▶ [Saved data entries]:
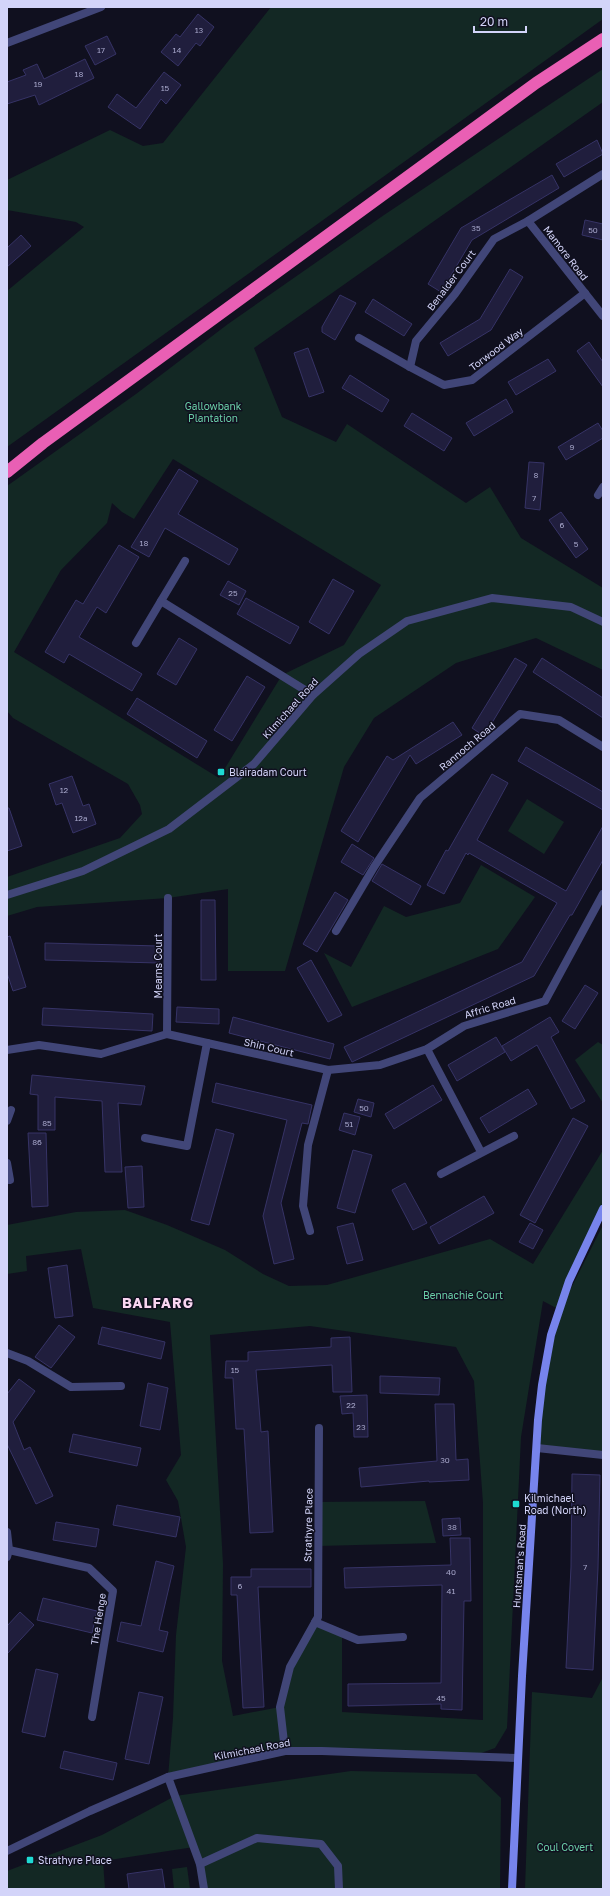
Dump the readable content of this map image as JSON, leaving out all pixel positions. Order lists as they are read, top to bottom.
{
  "streets": {
    "street": [
      "Mamore Road",
      "Benalder Court",
      "Torwood Way",
      "Kilmichael Road",
      "Rannoch Road",
      "Mearns Court",
      "Affric Road",
      "Shin Court",
      "Strathyre Place",
      "Huntsman's Road",
      "The Henge"
    ]
  },
  "crossings": [
    ["Mamore Road", "Benalder Court"],
    ["Mamore Road", "Torwood Way"],
    ["Benalder Court", "Torwood Way"],
    ["Kilmichael Road", "Strathyre Place"],
    ["Kilmichael Road", "Huntsman's Road"],
    ["Mearns Court", "Shin Court"],
    ["Affric Road", "Shin Court"]
  ],
  "districts": ["BALFARG"],
  "parks": ["Gallowbank Plantation", "Bennachie Court", "Coul Covert"],
  "places": {
    "transit": ["Blairadam Court", "Kilmichael Road (North)", "Strathyre Place"]
  },
  "house_numbers": [
    "13",
    "17",
    "14",
    "18",
    "19",
    "15",
    "35",
    "50",
    "9",
    "8",
    "7",
    "6",
    "18",
    "5",
    "25",
    "12",
    "12a",
    "50",
    "85",
    "51",
    "86",
    "15",
    "22",
    "23",
    "30",
    "38",
    "7",
    "40",
    "6",
    "41",
    "45"
  ],
  "scale_bar": "20 m"
}
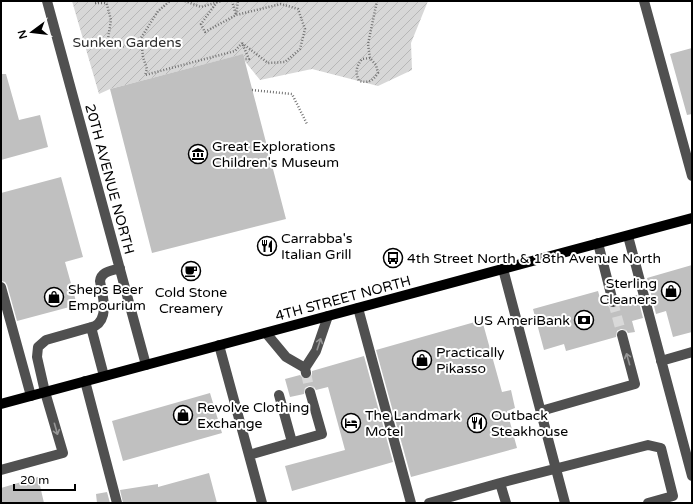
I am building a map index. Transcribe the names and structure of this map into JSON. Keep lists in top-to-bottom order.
{
  "streets": {
    "main road": ["4TH STREET NORTH"],
    "street": ["20TH AVENUE NORTH"]
  },
  "crossings": [
    ["20TH AVENUE NORTH", "4TH STREET NORTH"]
  ],
  "parks": ["Sunken Gardens"],
  "places": {
    "museum": ["Great Explorations Children's Museum"],
    "restaurant": ["Carrabba's Italian Grill", "Outback Steakhouse"],
    "bus stop": ["4th Street North & 18th Avenue North"],
    "cafe": ["Cold Stone Creamery"],
    "shop": [
      "Sterling Cleaners",
      "Sheps Beer Empourium",
      "Practically Pikasso",
      "Revolve Clothing Exchange"
    ],
    "bank": ["US AmeriBank"],
    "hotel": ["The Landmark Motel"]
  },
  "scale_bar": "20 m",
  "north": "left"
}
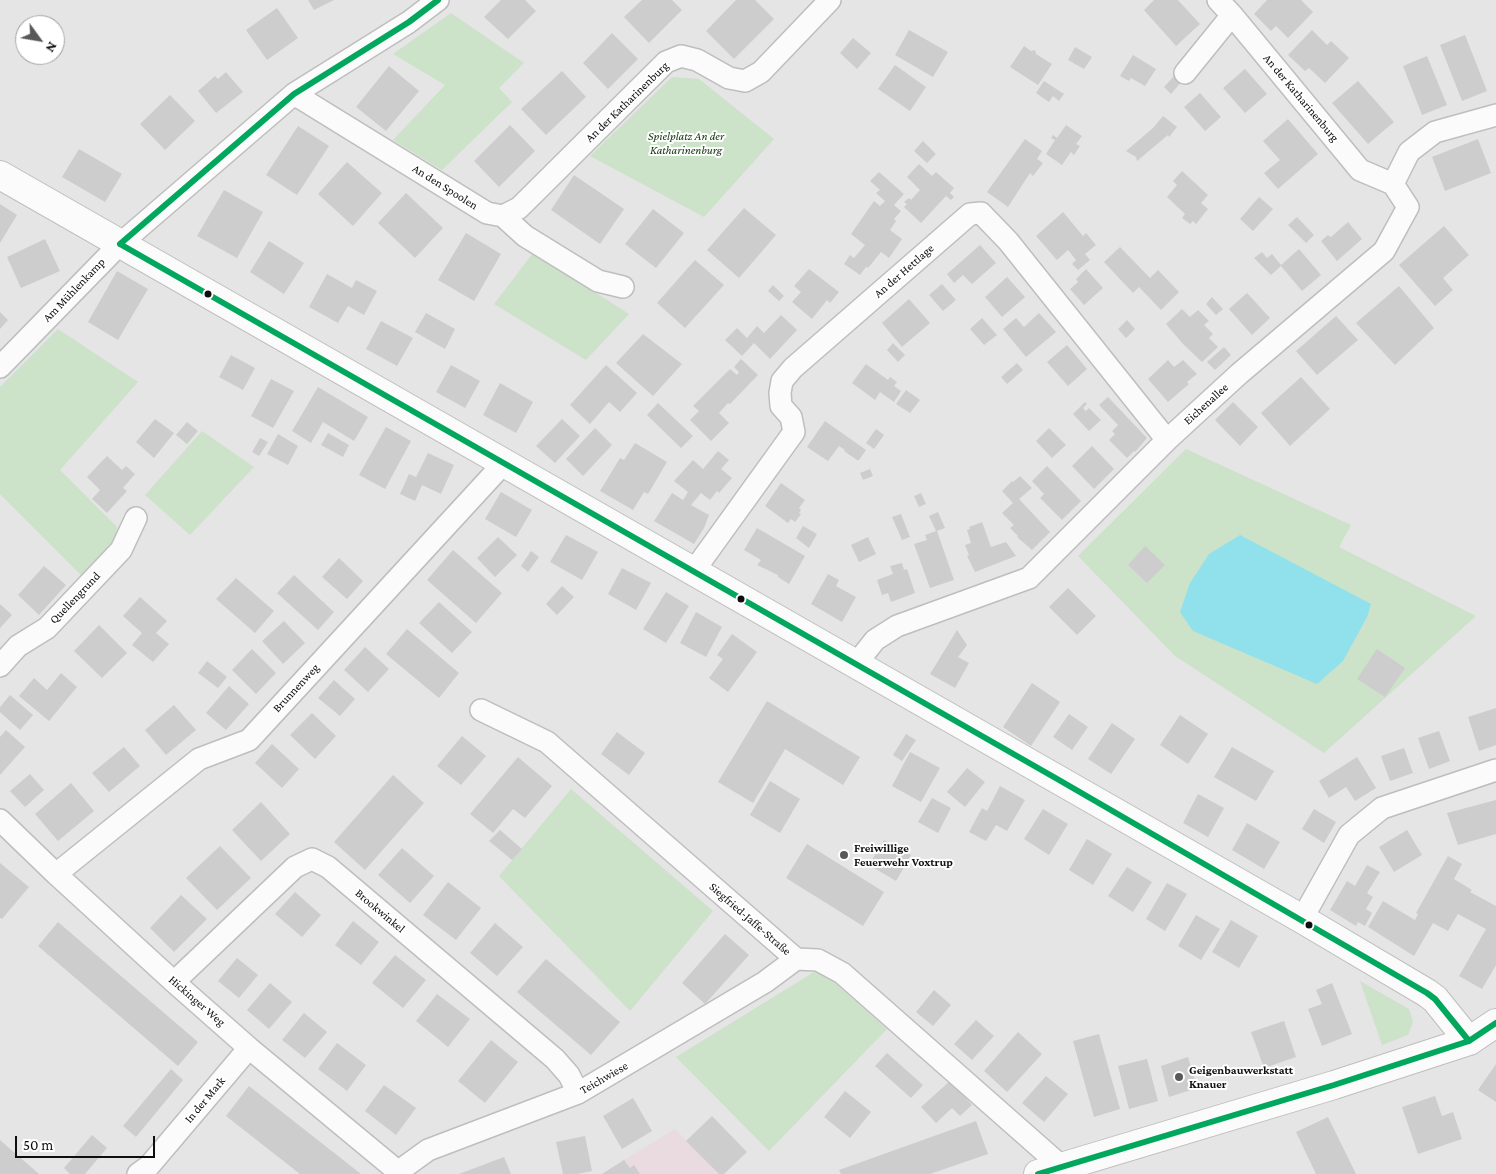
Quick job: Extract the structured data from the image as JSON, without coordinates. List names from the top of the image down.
{
  "streets": {
    "street": [
      "An der Katharinenburg",
      "An den Spoolen",
      "An der Hettlage",
      "Am Mühlenkamp",
      "Eichenallee",
      "Quellengrund",
      "Brunnenweg",
      "Brookwinkel",
      "Siegfried-Jaffe-Straße",
      "Hickinger Weg",
      "Teichwiese",
      "In der Mark"
    ]
  },
  "crossings": [
    ["An der Katharinenburg", "An den Spoolen"],
    ["An der Katharinenburg", "Eichenallee"],
    ["An den Spoolen", "Am Mühlenkamp"],
    ["An der Hettlage", "Eichenallee"],
    ["Brunnenweg", "Hickinger Weg"],
    ["Brookwinkel", "Hickinger Weg"],
    ["Brookwinkel", "Teichwiese"],
    ["Siegfried-Jaffe-Straße", "Teichwiese"],
    ["Hickinger Weg", "Teichwiese"],
    ["Hickinger Weg", "In der Mark"]
  ],
  "parks": ["Spielplatz An der Katharinenburg"],
  "places": ["Freiwillige Feuerwehr Voxtrup", "Geigenbauwerkstatt Knauer"],
  "scale_bar": "50 m",
  "north": "bottom right"
}
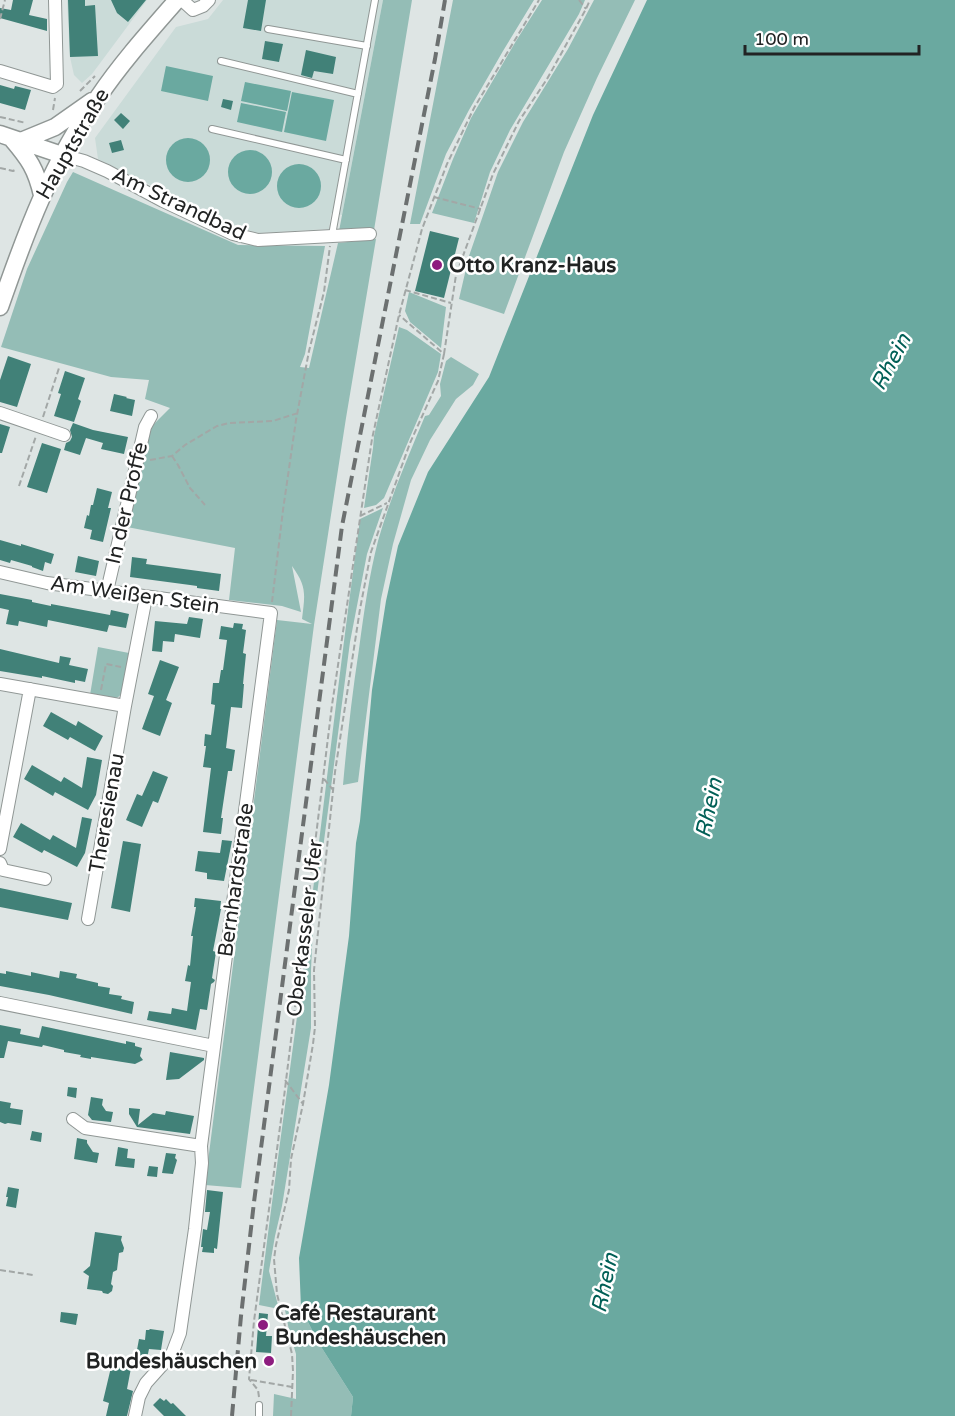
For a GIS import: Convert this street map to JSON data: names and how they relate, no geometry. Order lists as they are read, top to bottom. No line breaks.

▶ [Task goal]: Print every record above exactly, with no pictures.

▶ [Result]:
Dump the readable content of this map image as JSON, leaving out all pixel positions. Order lists as they are read, top to bottom.
{
  "streets": {
    "street": [
      "Mamore Road",
      "Benalder Court",
      "Torwood Way",
      "Kilmichael Road",
      "Rannoch Road",
      "Mearns Court",
      "Affric Road",
      "Shin Court",
      "Strathyre Place",
      "Huntsman's Road",
      "The Henge"
    ]
  },
  "crossings": [
    ["Mamore Road", "Benalder Court"],
    ["Mamore Road", "Torwood Way"],
    ["Benalder Court", "Torwood Way"],
    ["Kilmichael Road", "Strathyre Place"],
    ["Kilmichael Road", "Huntsman's Road"],
    ["Mearns Court", "Shin Court"],
    ["Affric Road", "Shin Court"]
  ],
  "districts": ["BALFARG"],
  "parks": ["Gallowbank Plantation", "Bennachie Court", "Coul Covert"],
  "places": {
    "transit": ["Blairadam Court", "Kilmichael Road (North)", "Strathyre Place"]
  },
  "house_numbers": [
    "13",
    "17",
    "14",
    "18",
    "19",
    "15",
    "35",
    "50",
    "9",
    "8",
    "7",
    "6",
    "18",
    "5",
    "25",
    "12",
    "12a",
    "50",
    "85",
    "51",
    "86",
    "15",
    "22",
    "23",
    "30",
    "38",
    "7",
    "40",
    "6",
    "41",
    "45"
  ],
  "scale_bar": "20 m"
}
I am building a map index. Transcribe the names and structure of this map into JSON. Keep lists in top-to-bottom order.
{
  "streets": {
    "main road": ["4TH STREET NORTH"],
    "street": ["20TH AVENUE NORTH"]
  },
  "crossings": [
    ["20TH AVENUE NORTH", "4TH STREET NORTH"]
  ],
  "parks": ["Sunken Gardens"],
  "places": {
    "museum": ["Great Explorations Children's Museum"],
    "restaurant": ["Carrabba's Italian Grill", "Outback Steakhouse"],
    "bus stop": ["4th Street North & 18th Avenue North"],
    "cafe": ["Cold Stone Creamery"],
    "shop": [
      "Sterling Cleaners",
      "Sheps Beer Empourium",
      "Practically Pikasso",
      "Revolve Clothing Exchange"
    ],
    "bank": ["US AmeriBank"],
    "hotel": ["The Landmark Motel"]
  },
  "scale_bar": "20 m",
  "north": "left"
}
Quick job: Extract the structured data from the image as JSON, without coordinates. List names from the top of the image down.
{
  "streets": {
    "street": [
      "An der Katharinenburg",
      "An den Spoolen",
      "An der Hettlage",
      "Am Mühlenkamp",
      "Eichenallee",
      "Quellengrund",
      "Brunnenweg",
      "Brookwinkel",
      "Siegfried-Jaffe-Straße",
      "Hickinger Weg",
      "Teichwiese",
      "In der Mark"
    ]
  },
  "crossings": [
    ["An der Katharinenburg", "An den Spoolen"],
    ["An der Katharinenburg", "Eichenallee"],
    ["An den Spoolen", "Am Mühlenkamp"],
    ["An der Hettlage", "Eichenallee"],
    ["Brunnenweg", "Hickinger Weg"],
    ["Brookwinkel", "Hickinger Weg"],
    ["Brookwinkel", "Teichwiese"],
    ["Siegfried-Jaffe-Straße", "Teichwiese"],
    ["Hickinger Weg", "Teichwiese"],
    ["Hickinger Weg", "In der Mark"]
  ],
  "parks": ["Spielplatz An der Katharinenburg"],
  "places": ["Freiwillige Feuerwehr Voxtrup", "Geigenbauwerkstatt Knauer"],
  "scale_bar": "50 m",
  "north": "bottom right"
}
For a GIS import: Convert this street map to JSON data: names and how they relate, no geometry. Order lists as they are read, top to bottom. No line breaks.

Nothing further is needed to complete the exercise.